Given records:
·····

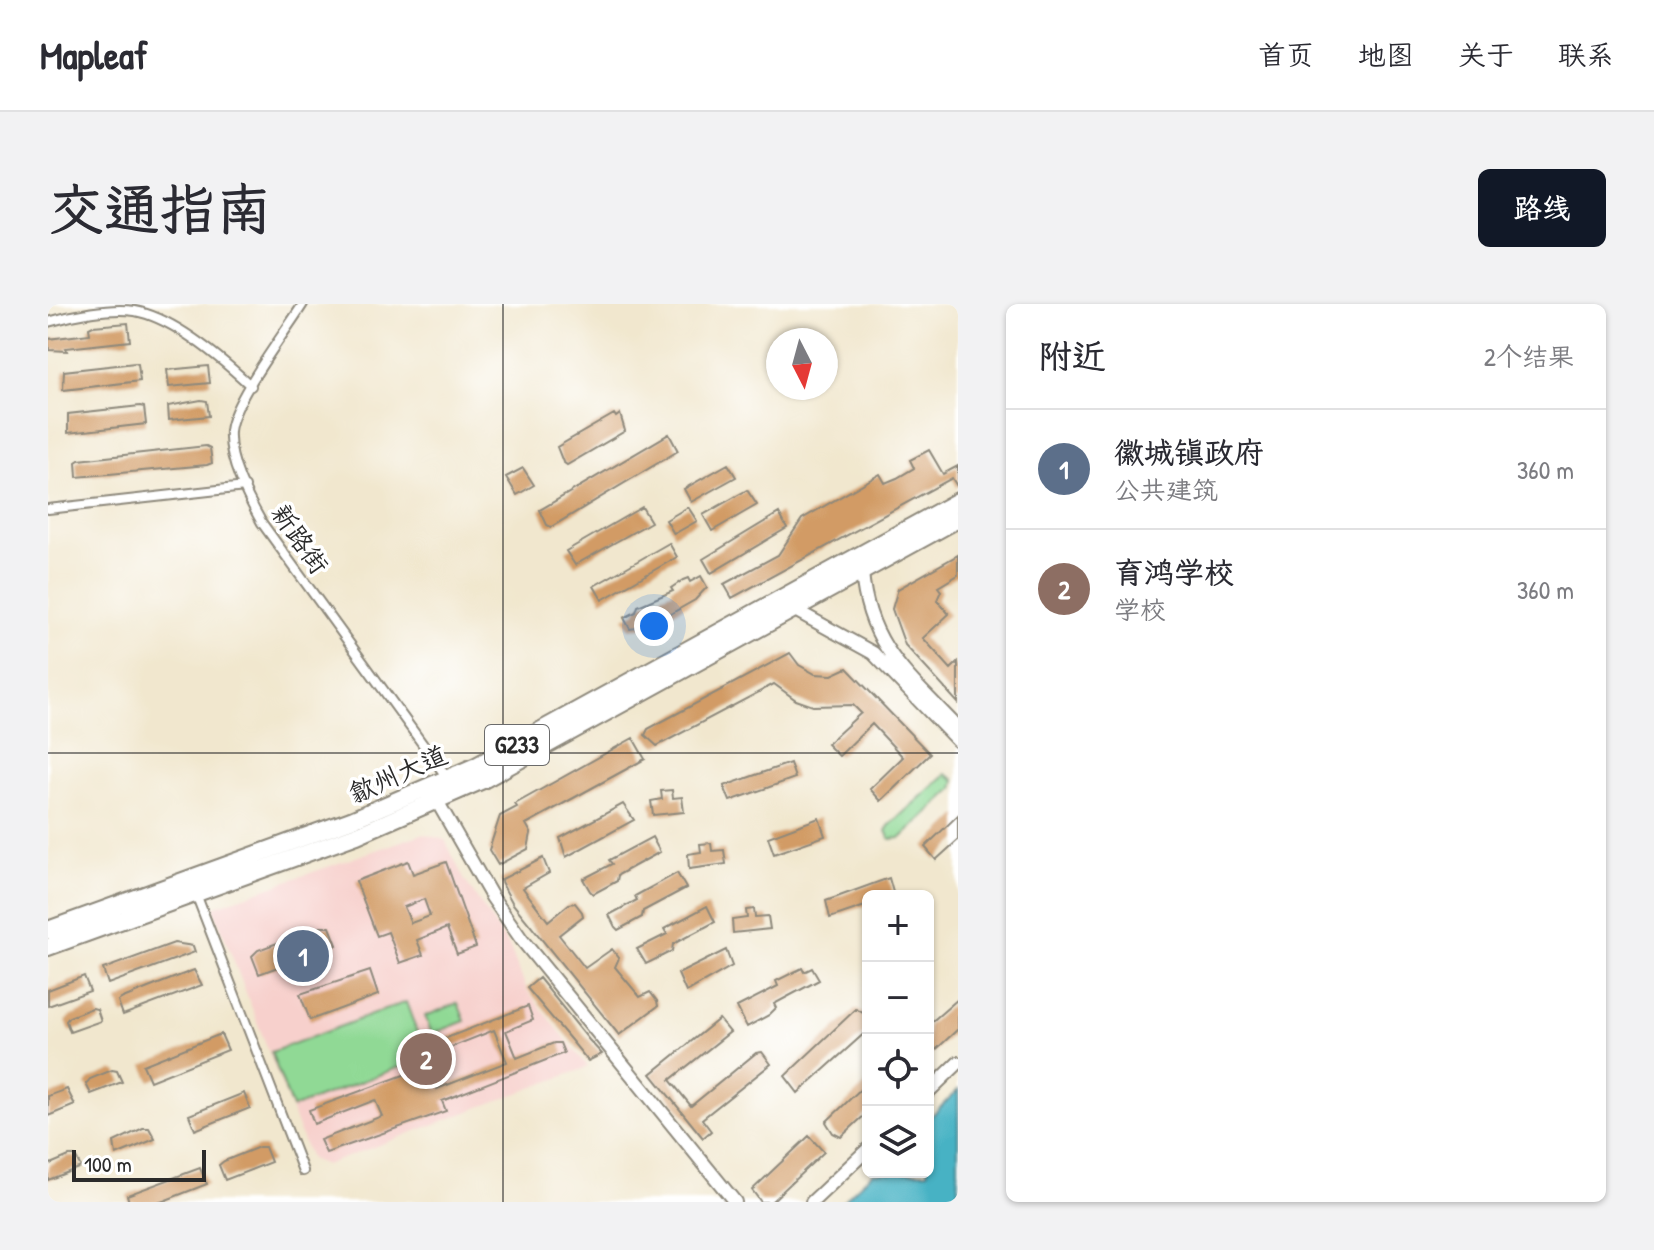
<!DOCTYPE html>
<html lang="zh">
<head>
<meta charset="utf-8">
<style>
  :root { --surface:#fff; --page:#f2f2f3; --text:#2b2b33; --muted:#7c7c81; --line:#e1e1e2; --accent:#111827 }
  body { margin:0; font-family:"Patrick Hand","LXGW WenKai TC",sans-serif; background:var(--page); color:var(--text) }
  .controls { position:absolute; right:24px; bottom:24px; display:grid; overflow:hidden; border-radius:12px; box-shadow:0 2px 6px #0004 }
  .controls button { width:72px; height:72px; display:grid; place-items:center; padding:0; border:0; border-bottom:2px solid var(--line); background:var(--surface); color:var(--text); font:40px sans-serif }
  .compass { position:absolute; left:718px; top:24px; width:72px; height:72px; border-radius:50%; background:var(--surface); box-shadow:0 2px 6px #0004; rotate:174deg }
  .scale { position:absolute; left:24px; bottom:20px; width:134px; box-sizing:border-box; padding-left:8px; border:4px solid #2b2b2b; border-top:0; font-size:22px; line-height:28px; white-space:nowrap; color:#2b2b2b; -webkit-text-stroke:6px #fff; paint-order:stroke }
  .you { position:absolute; left:606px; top:322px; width:28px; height:28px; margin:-20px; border:6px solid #fff; border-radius:50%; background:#1a73e8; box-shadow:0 0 0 12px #1a73e833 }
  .badge { display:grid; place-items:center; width:52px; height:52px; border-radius:50%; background:var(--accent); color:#fff; font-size:26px; font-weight:700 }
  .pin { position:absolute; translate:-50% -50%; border:4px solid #fff; box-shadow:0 2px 8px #0006 }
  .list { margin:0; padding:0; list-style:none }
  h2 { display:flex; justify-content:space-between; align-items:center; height:104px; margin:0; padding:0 32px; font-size:34px }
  h2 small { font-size:26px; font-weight:400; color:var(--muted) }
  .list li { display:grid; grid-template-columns:52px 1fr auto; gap:24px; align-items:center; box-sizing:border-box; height:120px; padding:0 32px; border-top:2px solid var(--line) }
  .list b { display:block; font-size:30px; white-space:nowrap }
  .list p { margin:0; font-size:26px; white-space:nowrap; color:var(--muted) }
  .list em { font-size:26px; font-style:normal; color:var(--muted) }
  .icon { flex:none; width:44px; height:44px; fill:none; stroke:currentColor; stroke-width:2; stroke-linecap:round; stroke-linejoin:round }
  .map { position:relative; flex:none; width:910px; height:898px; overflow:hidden; border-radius:12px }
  header { display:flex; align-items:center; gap:48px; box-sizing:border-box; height:112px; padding:0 40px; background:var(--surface); border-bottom:2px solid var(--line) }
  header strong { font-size:38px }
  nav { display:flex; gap:44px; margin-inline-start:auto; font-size:28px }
  .intro { display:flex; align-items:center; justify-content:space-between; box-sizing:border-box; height:192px; padding:0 48px }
  h1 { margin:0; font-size:56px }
  .button { padding:20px 36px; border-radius:12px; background:var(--accent); color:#fff; font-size:28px; font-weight:700 }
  main { display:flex; gap:48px; padding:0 48px }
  aside { flex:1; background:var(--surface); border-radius:12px; box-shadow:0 2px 6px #0004 }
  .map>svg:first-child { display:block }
</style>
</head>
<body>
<header>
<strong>Mapleaf</strong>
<nav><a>首页</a><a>地图</a><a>关于</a><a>联系</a></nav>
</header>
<div class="intro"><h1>交通指南</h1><a class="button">路线</a></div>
<main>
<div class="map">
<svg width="910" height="898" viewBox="0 0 910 898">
  <rect width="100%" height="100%" fill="#fff"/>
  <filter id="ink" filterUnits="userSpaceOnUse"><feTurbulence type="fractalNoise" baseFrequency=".0125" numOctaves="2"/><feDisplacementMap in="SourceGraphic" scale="16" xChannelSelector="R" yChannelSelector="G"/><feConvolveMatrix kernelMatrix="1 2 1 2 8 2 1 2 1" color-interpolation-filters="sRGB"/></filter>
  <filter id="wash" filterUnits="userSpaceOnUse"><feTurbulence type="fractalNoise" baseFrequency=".006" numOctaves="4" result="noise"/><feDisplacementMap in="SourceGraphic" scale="32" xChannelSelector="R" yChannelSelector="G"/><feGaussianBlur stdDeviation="1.8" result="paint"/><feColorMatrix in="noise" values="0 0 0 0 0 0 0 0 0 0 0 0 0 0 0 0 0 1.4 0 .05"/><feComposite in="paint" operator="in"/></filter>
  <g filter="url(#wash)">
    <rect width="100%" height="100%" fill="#f1e7ce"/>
    <path fill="#f7d0cc" d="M374,530L397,536L416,575L461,642L479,686L540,763L277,861L262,855L165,603Z"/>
    <path fill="#90d995" stroke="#5e8260" stroke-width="2" d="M898,470L907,476L905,485L853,534L842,535L838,527L841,522Z
      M358,698L378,753L244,804L223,748Z
      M410,699L417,717L384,730L377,712Z"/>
    <path fill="#47b2c4" stroke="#396e78" stroke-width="2" d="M910,786V898H794L825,868H880V815Z"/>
    <g id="blocks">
      <path fill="#d29b65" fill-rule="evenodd" d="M80,19L82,37L18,44L19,47L1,46L0,35L42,30L41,24L45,22Z
        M87,59L90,60L92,77L15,86L16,67Z
        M160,62L162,79L121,83L119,66Z
        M153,96L159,97L161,112L121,116L120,102Z
        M92,102L96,103L98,120L20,129V110Z
        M566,110L568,113L572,110L577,127L519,161L515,158L509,143Z
        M621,130L630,147L503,223L499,221L492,206Z
        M158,142L162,144L164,159L159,161L29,173L28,158L31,156Z
        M881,146L895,170L910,162V184L904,174L684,294L676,280L730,251L754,215L832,170L837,179L849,174L866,164L862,156Z
        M680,160L688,173L643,198L636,185Z
        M475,164L486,181L469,191L458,173Z
        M699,186L709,201L664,227L655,211Z
        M594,203L603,218L527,261L518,247Z
        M640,203L649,217L626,230L618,216Z
        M731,209L739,224L663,269L655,255Z
        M621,239L629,253L554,296L546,282Z
        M910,251V271L890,283L893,287L889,296L901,310L875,334L903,365L910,358V399L857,341L844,305L850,285Z
        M653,272L659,283L647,296L601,322L582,325L576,314L588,308L590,302L625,287L623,284L635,276L640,274L642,278Z
        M742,349L751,361L767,370L784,371L799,364L882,450L833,497L822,485L855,453L824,420L791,452L779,440L813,409L805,401L765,402L748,396L726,380L609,442L597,431L600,425Z
        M585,434L597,455L478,520L483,529L480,545L450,561L441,546L452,512L469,503L467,500Z
        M742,459L747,474L682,497L676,482Z
        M624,486L625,494L634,493L636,508L605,511L603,497L614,495L613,487Z
        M575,500L586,516L518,553L512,534Z
        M910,511V536L888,556L877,543Z
        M771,514L777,532L726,550L720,533Z
        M604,533L612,548L570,571L569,577L545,590L542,587L535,575L564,560L561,556Z
        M663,539L664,547L676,546L678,560L641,565L640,550L653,548L652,540Z
        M495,554L501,569L475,584L500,617L521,600L527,599L534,608L535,612L511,631L537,664L564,645L571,654L567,663L592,693L602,688L609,697L610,702L571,731L465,600L452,576Z
        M360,557L365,570L398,558L428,643L409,650L399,624L369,636L375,651L352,659L340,628L329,632L308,577ZM376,595L382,612L363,619L356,603Z
        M629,569L638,584L595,607L594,613L570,626L567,623L561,611L589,596L587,592Z
        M841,574L846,592H820V601L782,614L778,597Z
        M659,602L667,618L625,640L624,647L598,660L589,645L619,630L616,625Z
        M706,605L707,613L720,612L722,625L685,629L684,616L699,614L698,606Z
        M273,623H282L289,641L211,670L204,652L210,646Z
        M126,639L145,642L147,648L60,680L55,665Z
        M678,646L684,662L638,688L630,670Z
        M754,664L756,668L764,664L771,676L726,700L728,704L721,711L699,723L689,703L730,682L728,677Z
        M146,666L154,681L75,711L70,697L75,694Z
        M322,667L330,691L262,716L252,690Z
        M36,672L42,687L0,702V686Z
        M491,674L541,736L554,750L540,757L522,735L479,684Z
        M910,695V725L880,753V721Z
        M480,702L485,716L458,727L469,754L506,739H512L516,749L394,797L398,807L278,849L272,836L334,812L327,796L266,820L261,806L380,762L389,785L459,758L446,726L386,750L383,740Z
        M44,704L49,705L53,717L22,728L18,717L21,713Z
        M808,705L820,712V726L750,789L737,772Z
        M671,715L682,728L622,776L643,802L708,749L714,748L723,760L654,815L663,827L655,834L603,770Z
        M173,730L180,746L102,777L95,761Z
        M64,766L69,767L74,778L43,790L38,780L42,775Z
        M820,778V808L793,833L785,829L778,818Z
        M19,785L27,801L0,812V792Z
        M196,789L202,804L147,826L141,811Z
        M95,824H101L107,835L68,851L66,838Z
        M761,832L776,848L723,898H713L704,886Z
        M211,843H217L223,858L177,876L171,861L176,857Z
        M21,852H27L33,863L0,876V861Z
        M152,864L159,880L113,898H81L79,891Z"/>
    </g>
  </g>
  <g filter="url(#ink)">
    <use href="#blocks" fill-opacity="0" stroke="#8e897c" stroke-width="2"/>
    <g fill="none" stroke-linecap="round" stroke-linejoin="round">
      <g stroke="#8e897c" stroke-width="12">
        <path id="street" d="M255,0C237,29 185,96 182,127C180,157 200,194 214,219L400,475
          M0,18C24,11 62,3 87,7C126,14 175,56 203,82
          M0,205L197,183
          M148,590L255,867"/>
      </g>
      <g stroke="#8e897c" stroke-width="16">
        <path id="secondary" d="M814,268C820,343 862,373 910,424
          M747,306L825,349L910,437
          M389,497L444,593L474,636L687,898
          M880,788L910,759
          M764,898L820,845"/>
      </g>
      <g stroke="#8e897c" stroke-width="20">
        <path id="highway" d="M0,626L303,516L428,462L910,197
          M0,643L309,531L435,476L910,215"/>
      </g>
      <use href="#street" stroke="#fff" stroke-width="8"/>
      <use href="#secondary" stroke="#fff" stroke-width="12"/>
      <use href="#highway" stroke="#fff" stroke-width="16"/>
    </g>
  </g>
  <path fill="none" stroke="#2b2b2b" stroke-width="2" stroke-opacity="0.55" d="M455,0V898M0,449H910"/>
  <g text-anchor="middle" stroke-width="7" stroke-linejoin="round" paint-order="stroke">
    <rect fill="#fff" stroke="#6b6b6b" stroke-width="2" x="437" y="421" width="64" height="40" rx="6"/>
    <g font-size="24" font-weight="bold" fill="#2b2b2b">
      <text x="469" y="449">G233</text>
    </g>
    <g font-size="26" fill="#2b2b2b" stroke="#fff">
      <text transform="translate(252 235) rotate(55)" y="9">新路街</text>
      <text transform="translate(350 470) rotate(-24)" y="9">歙州大道</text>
    </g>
  </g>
</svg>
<div class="controls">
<button>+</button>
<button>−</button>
<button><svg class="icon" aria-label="locate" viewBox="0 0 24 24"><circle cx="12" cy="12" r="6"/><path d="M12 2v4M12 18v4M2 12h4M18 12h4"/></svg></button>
<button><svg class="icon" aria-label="layers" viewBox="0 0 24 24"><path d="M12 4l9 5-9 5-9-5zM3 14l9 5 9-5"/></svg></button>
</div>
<svg class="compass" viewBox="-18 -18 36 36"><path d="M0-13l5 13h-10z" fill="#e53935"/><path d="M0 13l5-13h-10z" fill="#7c7c81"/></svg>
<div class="scale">100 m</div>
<div class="you"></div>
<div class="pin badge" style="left:255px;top:652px;background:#5c6f8a">1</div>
<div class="pin badge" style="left:378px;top:755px;background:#8d6e63">2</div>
</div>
<aside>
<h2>附近<small>2个结果</small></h2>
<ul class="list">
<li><span class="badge" style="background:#5c6f8a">1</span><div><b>徽城镇政府</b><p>公共建筑</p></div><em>360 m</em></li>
<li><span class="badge" style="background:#8d6e63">2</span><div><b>育鸿学校</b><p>学校</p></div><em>360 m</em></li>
</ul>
</aside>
</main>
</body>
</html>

·····

Exercise description:
The expected output is an exact copy of the lines from the top of the data above through the line containing "margin:0; padding:0; list-style:none", both included, with every picture omitted.

Solution to the exercise:
<!DOCTYPE html>
<html lang="zh">
<head>
<meta charset="utf-8">
<style>
  :root { --surface:#fff; --page:#f2f2f3; --text:#2b2b33; --muted:#7c7c81; --line:#e1e1e2; --accent:#111827 }
  body { margin:0; font-family:"Patrick Hand","LXGW WenKai TC",sans-serif; background:var(--page); color:var(--text) }
  .controls { position:absolute; right:24px; bottom:24px; display:grid; overflow:hidden; border-radius:12px; box-shadow:0 2px 6px #0004 }
  .controls button { width:72px; height:72px; display:grid; place-items:center; padding:0; border:0; border-bottom:2px solid var(--line); background:var(--surface); color:var(--text); font:40px sans-serif }
  .compass { position:absolute; left:718px; top:24px; width:72px; height:72px; border-radius:50%; background:var(--surface); box-shadow:0 2px 6px #0004; rotate:174deg }
  .scale { position:absolute; left:24px; bottom:20px; width:134px; box-sizing:border-box; padding-left:8px; border:4px solid #2b2b2b; border-top:0; font-size:22px; line-height:28px; white-space:nowrap; color:#2b2b2b; -webkit-text-stroke:6px #fff; paint-order:stroke }
  .you { position:absolute; left:606px; top:322px; width:28px; height:28px; margin:-20px; border:6px solid #fff; border-radius:50%; background:#1a73e8; box-shadow:0 0 0 12px #1a73e833 }
  .badge { display:grid; place-items:center; width:52px; height:52px; border-radius:50%; background:var(--accent); color:#fff; font-size:26px; font-weight:700 }
  .pin { position:absolute; translate:-50% -50%; border:4px solid #fff; box-shadow:0 2px 8px #0006 }
  .list { margin:0; padding:0; list-style:none }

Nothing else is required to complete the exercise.